Could anyone please give some hints how to elegantly tackle the problem or references where a solution can be found (Perhaps this riddle even has a common name under which it can be found in the literature)? Thank you!
A variation on the classic elegant approach works. The runner will take $625$ seconds to complete the course. The dog will take $250$ seconds for the first leg. After that, the dog averages $\frac{2}{\frac{1}{5}+\frac{1}{4}}=\frac{40}{9} \frac{m}{sec}$ and you can apply the usual approach. The main points are 1)use the harmonic mean to find average speed, as you are averaging over common distances 2)after the first leg, the dog makes round trips so you can average the speed. As the dog is making round trips for $375$ seconds, it covers $375*\frac{40}{9}=1666\frac{2}{3}$ meters in that time, which when added to the $1250$ it already did makes $2916\frac{2}{3}$ meters total.

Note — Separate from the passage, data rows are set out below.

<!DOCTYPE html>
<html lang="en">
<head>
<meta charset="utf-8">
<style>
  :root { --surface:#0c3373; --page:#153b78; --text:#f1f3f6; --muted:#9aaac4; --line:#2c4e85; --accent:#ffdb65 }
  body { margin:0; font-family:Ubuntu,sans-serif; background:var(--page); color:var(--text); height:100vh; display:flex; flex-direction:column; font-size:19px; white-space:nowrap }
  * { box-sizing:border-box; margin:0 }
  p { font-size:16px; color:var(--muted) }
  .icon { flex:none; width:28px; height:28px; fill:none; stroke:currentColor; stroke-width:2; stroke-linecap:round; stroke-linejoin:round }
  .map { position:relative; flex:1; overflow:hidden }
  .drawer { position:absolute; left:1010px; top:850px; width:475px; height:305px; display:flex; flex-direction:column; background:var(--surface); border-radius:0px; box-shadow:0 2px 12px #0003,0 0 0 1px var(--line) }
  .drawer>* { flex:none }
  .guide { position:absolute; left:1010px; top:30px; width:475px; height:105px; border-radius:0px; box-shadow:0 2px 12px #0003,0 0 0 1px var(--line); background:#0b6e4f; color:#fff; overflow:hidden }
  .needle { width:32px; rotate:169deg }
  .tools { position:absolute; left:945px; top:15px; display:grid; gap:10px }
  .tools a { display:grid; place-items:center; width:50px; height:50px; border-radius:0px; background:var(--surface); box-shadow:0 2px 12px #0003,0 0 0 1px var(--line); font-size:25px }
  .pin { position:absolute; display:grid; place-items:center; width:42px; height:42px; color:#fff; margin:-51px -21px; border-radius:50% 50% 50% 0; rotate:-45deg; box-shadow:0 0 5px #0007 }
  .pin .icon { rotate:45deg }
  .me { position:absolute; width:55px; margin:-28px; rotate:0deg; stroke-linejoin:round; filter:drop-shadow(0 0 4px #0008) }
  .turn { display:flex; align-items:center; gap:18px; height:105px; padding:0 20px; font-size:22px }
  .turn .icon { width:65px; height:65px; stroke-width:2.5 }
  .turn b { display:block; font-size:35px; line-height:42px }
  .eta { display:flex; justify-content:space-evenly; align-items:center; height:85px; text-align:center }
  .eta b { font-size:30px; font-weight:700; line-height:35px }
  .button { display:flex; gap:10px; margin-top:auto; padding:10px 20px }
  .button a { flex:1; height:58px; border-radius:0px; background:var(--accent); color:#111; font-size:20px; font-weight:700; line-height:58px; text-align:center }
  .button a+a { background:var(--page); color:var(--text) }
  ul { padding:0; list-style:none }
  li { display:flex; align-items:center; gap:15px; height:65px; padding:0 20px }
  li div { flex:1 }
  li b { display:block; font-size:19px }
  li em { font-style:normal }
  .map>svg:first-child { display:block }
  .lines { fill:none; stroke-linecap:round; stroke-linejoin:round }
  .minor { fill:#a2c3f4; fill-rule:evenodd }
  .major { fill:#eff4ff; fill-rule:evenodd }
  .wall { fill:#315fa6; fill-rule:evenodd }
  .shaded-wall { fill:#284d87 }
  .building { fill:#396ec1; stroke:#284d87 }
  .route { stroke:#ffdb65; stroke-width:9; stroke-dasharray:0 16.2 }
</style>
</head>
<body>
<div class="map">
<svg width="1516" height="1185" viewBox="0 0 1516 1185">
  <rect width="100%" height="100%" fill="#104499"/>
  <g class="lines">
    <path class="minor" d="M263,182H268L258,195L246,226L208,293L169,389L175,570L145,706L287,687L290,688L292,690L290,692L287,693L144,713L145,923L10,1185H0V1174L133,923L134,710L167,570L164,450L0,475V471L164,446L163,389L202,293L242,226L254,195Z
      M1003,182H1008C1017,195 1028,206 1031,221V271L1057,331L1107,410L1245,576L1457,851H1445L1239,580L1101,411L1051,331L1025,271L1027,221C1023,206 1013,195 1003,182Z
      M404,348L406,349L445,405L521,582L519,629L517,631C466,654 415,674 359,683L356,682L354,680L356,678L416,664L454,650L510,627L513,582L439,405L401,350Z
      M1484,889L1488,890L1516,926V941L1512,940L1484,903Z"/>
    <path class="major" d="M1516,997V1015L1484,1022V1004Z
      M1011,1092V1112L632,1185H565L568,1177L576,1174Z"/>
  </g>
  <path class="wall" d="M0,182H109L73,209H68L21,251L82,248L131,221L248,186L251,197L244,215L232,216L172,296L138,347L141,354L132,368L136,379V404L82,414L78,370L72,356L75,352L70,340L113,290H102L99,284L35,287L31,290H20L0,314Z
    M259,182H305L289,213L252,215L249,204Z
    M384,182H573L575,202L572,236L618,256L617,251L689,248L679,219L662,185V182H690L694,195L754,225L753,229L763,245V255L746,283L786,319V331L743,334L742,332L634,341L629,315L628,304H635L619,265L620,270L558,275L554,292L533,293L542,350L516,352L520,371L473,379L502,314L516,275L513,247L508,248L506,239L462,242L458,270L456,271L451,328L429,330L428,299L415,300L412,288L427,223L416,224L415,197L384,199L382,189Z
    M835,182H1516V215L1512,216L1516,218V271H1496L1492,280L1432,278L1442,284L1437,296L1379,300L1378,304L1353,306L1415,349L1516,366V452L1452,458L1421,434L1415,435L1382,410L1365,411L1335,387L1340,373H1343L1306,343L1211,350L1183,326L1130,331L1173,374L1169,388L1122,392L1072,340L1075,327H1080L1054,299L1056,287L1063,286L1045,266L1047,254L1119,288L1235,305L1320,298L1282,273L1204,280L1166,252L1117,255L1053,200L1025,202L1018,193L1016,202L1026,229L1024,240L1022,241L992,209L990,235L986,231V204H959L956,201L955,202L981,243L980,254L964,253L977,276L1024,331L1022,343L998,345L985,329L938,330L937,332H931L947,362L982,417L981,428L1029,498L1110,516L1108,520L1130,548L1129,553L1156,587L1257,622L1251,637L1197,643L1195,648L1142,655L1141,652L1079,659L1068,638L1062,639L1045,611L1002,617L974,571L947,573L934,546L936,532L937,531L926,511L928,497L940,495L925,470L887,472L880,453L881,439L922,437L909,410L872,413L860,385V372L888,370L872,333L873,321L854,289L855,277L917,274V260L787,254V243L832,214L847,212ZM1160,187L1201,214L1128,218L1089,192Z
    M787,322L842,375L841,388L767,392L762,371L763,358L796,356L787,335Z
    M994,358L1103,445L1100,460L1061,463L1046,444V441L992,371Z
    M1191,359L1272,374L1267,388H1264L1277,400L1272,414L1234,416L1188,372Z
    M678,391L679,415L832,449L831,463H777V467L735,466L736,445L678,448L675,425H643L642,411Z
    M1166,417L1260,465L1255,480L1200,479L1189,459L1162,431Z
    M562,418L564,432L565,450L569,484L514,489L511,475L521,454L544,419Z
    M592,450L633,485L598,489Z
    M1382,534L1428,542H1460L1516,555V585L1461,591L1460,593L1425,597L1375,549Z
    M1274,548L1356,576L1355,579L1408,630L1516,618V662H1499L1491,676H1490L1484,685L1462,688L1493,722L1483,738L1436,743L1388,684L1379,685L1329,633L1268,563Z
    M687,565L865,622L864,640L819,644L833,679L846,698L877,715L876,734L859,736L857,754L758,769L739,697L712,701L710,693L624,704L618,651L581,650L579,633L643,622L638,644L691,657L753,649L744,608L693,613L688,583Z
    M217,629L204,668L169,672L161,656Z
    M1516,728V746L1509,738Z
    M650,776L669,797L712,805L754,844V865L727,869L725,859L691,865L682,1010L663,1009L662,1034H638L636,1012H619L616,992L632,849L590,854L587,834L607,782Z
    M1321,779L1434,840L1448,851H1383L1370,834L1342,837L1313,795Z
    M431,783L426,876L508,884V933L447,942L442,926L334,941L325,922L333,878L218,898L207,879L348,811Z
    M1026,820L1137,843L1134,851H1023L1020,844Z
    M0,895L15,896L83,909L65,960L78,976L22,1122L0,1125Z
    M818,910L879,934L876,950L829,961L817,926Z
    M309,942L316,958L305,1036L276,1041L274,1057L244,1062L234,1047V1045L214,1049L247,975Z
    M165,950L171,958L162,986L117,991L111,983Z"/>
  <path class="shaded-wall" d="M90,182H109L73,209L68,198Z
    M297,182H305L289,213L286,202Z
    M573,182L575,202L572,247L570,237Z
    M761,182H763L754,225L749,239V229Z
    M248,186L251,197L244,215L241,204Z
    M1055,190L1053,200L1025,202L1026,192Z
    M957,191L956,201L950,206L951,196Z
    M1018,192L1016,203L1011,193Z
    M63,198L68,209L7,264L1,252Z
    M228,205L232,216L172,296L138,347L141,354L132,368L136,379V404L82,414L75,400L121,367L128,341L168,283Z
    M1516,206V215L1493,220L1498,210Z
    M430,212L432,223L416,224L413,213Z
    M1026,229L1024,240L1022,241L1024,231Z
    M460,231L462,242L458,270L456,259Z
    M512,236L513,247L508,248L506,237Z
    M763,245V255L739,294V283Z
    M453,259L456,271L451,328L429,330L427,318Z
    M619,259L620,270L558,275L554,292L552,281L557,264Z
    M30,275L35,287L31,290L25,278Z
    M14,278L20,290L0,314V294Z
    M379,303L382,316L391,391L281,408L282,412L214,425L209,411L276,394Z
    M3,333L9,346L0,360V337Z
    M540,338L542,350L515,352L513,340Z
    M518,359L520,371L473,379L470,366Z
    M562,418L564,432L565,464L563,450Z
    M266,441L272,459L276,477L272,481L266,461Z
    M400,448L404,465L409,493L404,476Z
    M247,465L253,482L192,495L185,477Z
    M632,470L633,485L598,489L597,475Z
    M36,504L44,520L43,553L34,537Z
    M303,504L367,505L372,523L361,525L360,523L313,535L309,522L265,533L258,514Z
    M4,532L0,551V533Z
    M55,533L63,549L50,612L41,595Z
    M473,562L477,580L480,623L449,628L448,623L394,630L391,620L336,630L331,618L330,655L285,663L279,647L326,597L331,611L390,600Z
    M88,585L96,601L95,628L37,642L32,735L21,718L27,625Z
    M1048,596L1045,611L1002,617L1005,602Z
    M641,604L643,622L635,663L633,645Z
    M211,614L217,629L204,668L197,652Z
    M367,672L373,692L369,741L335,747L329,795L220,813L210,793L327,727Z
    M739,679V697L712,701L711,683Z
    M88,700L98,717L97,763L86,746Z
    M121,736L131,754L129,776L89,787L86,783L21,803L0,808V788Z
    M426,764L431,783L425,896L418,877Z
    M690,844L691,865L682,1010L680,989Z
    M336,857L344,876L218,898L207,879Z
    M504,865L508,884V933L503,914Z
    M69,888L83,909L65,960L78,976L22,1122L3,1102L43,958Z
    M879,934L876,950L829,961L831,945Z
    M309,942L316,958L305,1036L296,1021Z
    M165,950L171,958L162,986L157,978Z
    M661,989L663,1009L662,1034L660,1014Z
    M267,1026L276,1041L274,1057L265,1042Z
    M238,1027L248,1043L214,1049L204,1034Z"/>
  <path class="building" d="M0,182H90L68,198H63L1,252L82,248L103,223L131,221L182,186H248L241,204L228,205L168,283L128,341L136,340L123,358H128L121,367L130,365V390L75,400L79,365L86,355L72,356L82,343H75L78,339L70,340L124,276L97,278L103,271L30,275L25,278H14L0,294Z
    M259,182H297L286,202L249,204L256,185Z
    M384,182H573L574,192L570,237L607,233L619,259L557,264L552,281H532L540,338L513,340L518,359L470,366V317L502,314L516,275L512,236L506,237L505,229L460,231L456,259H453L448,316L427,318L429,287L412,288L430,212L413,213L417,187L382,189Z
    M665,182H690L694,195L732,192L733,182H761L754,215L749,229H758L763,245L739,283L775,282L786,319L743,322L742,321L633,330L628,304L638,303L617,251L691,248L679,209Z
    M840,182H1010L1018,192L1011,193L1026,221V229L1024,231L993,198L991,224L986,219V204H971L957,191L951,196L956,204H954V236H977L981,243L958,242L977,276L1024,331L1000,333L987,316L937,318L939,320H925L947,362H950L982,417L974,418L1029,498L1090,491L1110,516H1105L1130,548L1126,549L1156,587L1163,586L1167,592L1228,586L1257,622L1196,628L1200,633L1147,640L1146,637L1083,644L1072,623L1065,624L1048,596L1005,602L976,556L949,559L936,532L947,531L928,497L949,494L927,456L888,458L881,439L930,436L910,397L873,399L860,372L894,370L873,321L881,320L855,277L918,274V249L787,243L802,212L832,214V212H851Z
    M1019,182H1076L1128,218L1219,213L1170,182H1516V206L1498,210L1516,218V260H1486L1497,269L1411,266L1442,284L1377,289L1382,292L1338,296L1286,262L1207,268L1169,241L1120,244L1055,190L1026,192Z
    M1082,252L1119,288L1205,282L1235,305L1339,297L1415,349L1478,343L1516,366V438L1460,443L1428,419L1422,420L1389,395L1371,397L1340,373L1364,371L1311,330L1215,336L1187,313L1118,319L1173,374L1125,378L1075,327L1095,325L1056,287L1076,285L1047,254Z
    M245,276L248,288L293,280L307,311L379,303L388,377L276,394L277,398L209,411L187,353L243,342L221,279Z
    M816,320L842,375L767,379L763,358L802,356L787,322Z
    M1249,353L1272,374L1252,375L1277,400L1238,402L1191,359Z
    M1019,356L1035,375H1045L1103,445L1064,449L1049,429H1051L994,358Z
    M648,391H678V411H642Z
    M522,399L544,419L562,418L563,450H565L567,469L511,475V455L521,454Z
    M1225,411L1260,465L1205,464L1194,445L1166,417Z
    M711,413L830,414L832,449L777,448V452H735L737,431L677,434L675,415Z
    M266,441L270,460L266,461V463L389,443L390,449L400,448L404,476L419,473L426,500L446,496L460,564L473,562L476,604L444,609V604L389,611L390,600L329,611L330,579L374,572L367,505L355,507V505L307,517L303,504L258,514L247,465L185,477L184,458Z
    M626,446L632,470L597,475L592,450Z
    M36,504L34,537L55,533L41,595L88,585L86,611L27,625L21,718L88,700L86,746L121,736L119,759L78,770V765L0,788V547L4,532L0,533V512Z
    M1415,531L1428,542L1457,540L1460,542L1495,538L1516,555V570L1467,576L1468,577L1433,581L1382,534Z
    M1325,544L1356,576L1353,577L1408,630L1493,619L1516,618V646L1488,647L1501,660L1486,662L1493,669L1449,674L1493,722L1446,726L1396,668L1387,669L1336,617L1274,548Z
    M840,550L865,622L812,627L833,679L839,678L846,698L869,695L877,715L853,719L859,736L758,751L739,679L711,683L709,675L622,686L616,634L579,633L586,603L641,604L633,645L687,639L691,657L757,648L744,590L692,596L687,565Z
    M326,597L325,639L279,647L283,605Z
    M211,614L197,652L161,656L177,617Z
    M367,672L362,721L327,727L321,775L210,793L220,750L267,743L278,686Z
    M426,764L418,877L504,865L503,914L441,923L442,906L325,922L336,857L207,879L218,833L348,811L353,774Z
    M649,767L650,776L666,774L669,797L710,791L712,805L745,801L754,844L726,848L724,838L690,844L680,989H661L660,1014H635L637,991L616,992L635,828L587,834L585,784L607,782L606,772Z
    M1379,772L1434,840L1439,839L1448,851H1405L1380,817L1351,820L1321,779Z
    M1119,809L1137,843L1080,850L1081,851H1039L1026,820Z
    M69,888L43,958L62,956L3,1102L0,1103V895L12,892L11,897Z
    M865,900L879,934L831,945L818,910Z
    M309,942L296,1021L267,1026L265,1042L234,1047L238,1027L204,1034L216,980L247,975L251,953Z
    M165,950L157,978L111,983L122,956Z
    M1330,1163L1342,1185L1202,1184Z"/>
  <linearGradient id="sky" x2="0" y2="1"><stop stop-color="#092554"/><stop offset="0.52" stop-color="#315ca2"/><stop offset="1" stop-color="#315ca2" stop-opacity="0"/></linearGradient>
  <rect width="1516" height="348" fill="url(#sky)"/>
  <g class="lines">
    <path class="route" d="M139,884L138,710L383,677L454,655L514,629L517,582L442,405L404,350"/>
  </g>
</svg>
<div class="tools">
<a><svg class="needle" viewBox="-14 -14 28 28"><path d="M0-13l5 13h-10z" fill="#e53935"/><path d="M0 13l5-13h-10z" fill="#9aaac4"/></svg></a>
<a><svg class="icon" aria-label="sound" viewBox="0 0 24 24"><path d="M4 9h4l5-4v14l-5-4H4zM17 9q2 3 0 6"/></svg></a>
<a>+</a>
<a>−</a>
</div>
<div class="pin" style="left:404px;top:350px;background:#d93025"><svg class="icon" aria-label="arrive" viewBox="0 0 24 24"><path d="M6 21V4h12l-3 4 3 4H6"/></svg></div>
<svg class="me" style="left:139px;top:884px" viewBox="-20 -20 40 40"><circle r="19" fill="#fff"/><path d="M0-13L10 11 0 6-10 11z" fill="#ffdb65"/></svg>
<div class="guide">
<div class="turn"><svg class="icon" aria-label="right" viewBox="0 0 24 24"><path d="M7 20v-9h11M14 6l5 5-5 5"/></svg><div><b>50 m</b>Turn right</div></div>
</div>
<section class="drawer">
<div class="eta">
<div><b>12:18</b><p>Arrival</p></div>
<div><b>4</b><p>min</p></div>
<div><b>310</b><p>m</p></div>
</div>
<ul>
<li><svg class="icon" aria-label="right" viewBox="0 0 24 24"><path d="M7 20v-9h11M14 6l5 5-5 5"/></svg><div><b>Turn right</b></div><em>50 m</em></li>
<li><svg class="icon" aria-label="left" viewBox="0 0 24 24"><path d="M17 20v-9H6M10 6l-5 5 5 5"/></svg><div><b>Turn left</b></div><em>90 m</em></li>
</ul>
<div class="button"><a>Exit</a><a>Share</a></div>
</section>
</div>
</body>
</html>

Added after the comment to Tim van Beek's answer: the classic version has the dog at a single speed, say $5$ m/sec. Then the simple answer comes from the runner taking $625$ seconds, so the dog travels $625*5=3125$ meters. The complex answer is to sum the infinite series of legs traveled by the dog. The first leg is $1250$ meters, after which the runner has covered $250$ meters. So the dog runs back $\frac{5}{7}$ of $1000$ meters and returns to the end. Then you figure out the next leg of the dog. It is a geometric series which you can sum.